TASK TO COMPLETE:
Write each line again exactly as it is, from the opening line of the records below through the one containing "0,100% 100%,50% 72%,0", and add nothing.

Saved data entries
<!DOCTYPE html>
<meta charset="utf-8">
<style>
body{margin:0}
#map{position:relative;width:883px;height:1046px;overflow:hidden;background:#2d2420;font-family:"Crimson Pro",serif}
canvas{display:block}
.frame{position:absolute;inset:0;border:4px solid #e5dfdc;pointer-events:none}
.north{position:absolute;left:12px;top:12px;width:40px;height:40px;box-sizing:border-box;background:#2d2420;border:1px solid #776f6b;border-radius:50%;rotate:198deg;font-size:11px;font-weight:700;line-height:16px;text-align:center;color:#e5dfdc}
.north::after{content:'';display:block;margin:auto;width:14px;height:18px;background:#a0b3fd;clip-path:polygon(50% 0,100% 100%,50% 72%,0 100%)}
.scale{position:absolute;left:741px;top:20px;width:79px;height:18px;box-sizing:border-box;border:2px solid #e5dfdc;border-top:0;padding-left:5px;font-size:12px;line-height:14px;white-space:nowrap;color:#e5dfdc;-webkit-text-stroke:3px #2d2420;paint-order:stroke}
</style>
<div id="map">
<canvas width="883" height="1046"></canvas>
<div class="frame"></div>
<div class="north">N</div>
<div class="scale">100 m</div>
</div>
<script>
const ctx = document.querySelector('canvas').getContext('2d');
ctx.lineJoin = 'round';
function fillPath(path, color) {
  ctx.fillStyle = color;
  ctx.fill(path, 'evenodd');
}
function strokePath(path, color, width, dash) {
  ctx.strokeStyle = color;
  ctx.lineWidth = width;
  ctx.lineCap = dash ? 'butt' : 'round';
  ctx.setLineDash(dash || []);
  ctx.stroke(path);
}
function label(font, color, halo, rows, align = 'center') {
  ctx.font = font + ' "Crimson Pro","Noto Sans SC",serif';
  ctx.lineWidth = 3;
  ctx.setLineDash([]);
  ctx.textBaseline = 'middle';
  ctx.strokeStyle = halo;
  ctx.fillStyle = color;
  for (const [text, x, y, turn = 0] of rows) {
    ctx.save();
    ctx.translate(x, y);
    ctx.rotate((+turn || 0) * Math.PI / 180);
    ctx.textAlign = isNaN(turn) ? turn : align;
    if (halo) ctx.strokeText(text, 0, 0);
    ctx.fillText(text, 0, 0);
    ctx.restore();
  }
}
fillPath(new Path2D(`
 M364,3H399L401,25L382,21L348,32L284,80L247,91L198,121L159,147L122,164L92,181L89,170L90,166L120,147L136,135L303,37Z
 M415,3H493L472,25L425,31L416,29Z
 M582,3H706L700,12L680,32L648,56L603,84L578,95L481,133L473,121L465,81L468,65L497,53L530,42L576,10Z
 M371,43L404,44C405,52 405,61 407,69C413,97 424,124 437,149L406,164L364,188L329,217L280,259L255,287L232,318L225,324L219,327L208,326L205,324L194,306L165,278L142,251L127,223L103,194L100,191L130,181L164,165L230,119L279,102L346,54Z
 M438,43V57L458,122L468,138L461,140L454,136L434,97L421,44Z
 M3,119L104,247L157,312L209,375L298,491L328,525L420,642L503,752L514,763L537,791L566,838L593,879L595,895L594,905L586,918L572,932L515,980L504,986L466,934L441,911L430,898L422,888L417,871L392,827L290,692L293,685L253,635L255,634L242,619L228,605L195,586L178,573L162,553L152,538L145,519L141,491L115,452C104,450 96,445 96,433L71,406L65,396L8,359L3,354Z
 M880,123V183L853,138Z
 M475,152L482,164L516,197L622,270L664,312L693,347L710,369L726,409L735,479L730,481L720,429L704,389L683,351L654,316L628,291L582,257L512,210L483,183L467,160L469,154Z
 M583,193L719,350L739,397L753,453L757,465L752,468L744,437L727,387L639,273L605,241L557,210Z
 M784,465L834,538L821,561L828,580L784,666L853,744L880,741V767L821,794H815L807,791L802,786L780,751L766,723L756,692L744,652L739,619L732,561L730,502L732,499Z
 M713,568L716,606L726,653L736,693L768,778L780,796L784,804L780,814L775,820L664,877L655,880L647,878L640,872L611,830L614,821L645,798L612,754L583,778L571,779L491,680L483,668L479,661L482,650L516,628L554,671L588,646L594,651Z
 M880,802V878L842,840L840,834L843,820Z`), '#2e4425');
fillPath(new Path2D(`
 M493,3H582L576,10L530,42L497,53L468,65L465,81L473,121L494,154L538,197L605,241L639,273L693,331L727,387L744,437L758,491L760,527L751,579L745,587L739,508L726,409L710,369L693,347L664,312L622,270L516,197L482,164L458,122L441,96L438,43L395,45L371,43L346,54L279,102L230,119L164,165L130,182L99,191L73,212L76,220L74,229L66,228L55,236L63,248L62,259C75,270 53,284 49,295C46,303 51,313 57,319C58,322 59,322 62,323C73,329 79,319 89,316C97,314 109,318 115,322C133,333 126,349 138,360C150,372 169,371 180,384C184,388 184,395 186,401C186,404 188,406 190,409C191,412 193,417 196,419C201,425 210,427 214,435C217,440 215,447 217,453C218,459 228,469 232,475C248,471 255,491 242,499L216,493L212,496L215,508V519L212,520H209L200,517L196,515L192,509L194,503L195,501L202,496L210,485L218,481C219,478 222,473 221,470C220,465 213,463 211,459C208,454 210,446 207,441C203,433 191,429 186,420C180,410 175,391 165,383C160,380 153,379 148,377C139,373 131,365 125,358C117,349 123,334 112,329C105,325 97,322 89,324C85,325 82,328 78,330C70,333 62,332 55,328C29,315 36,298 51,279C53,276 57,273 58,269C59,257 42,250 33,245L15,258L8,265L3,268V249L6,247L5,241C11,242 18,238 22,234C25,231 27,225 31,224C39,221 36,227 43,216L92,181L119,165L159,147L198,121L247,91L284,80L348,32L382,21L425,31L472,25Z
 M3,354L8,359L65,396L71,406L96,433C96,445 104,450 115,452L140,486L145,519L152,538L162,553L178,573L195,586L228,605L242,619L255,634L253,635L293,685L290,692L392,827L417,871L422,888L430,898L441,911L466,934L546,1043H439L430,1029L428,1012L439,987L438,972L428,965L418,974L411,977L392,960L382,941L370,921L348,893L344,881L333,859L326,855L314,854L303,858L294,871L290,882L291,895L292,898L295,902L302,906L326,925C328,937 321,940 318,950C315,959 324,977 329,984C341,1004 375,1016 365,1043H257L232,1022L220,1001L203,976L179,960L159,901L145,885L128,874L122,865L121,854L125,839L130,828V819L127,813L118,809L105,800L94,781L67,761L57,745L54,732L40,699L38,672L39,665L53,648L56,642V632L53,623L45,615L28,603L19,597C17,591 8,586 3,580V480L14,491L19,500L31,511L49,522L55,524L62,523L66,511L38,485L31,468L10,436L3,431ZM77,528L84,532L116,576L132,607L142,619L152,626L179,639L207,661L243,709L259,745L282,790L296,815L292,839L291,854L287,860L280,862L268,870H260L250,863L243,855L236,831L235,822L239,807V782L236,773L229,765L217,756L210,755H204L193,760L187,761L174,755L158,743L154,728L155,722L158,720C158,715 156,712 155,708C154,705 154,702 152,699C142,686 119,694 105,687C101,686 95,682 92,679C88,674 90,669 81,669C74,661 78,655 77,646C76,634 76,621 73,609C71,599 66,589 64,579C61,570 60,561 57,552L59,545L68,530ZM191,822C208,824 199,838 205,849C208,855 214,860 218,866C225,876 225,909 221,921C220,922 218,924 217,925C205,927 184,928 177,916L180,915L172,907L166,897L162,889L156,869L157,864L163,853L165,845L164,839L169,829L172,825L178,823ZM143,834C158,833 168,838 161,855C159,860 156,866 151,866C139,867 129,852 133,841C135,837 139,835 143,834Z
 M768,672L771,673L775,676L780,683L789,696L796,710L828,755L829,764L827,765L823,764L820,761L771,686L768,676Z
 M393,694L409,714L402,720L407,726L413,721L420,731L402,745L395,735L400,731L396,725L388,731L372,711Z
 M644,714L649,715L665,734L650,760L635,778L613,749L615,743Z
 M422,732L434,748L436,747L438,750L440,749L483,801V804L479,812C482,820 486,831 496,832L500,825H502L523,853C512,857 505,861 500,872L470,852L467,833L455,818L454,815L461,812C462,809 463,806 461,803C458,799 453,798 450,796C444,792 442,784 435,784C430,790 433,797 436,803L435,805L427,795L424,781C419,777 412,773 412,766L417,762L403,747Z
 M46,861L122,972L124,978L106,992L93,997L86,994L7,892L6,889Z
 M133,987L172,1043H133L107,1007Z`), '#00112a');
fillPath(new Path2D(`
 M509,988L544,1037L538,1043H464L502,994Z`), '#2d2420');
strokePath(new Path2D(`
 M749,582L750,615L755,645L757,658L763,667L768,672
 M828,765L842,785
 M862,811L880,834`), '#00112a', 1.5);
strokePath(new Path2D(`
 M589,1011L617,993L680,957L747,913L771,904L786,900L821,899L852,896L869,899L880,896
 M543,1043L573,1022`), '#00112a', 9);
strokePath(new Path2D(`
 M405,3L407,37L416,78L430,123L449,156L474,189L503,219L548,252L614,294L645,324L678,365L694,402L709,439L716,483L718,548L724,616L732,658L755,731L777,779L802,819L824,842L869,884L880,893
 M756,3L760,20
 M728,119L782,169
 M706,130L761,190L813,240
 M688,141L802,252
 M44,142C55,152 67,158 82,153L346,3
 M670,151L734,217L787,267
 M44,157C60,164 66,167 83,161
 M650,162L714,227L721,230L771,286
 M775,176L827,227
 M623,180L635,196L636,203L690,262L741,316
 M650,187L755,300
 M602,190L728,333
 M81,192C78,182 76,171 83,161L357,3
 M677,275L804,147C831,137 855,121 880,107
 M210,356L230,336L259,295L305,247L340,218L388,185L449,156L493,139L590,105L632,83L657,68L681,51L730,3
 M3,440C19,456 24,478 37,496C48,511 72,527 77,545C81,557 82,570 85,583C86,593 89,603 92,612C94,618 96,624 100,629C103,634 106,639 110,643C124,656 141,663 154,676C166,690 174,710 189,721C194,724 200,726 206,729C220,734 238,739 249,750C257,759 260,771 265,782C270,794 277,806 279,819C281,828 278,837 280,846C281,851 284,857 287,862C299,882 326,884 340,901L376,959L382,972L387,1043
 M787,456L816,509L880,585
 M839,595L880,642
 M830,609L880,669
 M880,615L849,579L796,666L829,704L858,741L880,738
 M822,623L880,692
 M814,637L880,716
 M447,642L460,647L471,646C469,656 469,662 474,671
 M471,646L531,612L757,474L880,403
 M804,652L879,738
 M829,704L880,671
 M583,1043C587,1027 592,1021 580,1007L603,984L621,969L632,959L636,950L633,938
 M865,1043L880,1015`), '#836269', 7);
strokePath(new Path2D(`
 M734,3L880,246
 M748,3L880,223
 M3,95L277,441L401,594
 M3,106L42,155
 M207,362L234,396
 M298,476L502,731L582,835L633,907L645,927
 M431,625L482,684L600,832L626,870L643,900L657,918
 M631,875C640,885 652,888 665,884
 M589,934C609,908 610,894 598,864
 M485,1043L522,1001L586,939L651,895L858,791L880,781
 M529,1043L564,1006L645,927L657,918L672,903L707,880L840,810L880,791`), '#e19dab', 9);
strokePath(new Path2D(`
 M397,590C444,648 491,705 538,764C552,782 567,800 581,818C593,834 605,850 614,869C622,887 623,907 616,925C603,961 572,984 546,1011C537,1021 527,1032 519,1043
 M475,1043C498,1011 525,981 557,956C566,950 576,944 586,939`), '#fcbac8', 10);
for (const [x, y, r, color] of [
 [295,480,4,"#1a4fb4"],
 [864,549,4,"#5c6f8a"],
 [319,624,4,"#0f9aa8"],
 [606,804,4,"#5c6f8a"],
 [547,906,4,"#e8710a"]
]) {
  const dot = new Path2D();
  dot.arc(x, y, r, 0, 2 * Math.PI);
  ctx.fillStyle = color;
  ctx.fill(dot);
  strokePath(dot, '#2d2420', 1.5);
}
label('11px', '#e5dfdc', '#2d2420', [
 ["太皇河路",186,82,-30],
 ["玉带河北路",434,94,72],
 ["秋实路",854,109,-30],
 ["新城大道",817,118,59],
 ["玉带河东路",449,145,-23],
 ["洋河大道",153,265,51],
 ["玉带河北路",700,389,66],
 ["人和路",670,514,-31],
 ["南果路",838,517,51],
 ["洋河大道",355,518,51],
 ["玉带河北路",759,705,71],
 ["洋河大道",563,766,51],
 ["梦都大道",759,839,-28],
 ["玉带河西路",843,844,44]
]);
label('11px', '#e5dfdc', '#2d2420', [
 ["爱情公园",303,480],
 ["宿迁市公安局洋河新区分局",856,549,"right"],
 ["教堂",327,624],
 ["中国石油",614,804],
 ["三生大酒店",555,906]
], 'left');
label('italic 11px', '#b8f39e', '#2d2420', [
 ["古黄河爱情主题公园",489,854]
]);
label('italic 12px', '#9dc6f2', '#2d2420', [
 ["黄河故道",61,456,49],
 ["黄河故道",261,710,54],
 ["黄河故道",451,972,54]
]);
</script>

EXERCISE OUTPUT:
<!DOCTYPE html>
<meta charset="utf-8">
<style>
body{margin:0}
#map{position:relative;width:883px;height:1046px;overflow:hidden;background:#2d2420;font-family:"Crimson Pro",serif}
canvas{display:block}
.frame{position:absolute;inset:0;border:4px solid #e5dfdc;pointer-events:none}
.north{position:absolute;left:12px;top:12px;width:40px;height:40px;box-sizing:border-box;background:#2d2420;border:1px solid #776f6b;border-radius:50%;rotate:198deg;font-size:11px;font-weight:700;line-height:16px;text-align:center;color:#e5dfdc}
.north::after{content:'';display:block;margin:auto;width:14px;height:18px;background:#a0b3fd;clip-path:polygon(50% 0,100% 100%,50% 72%,0 100%)}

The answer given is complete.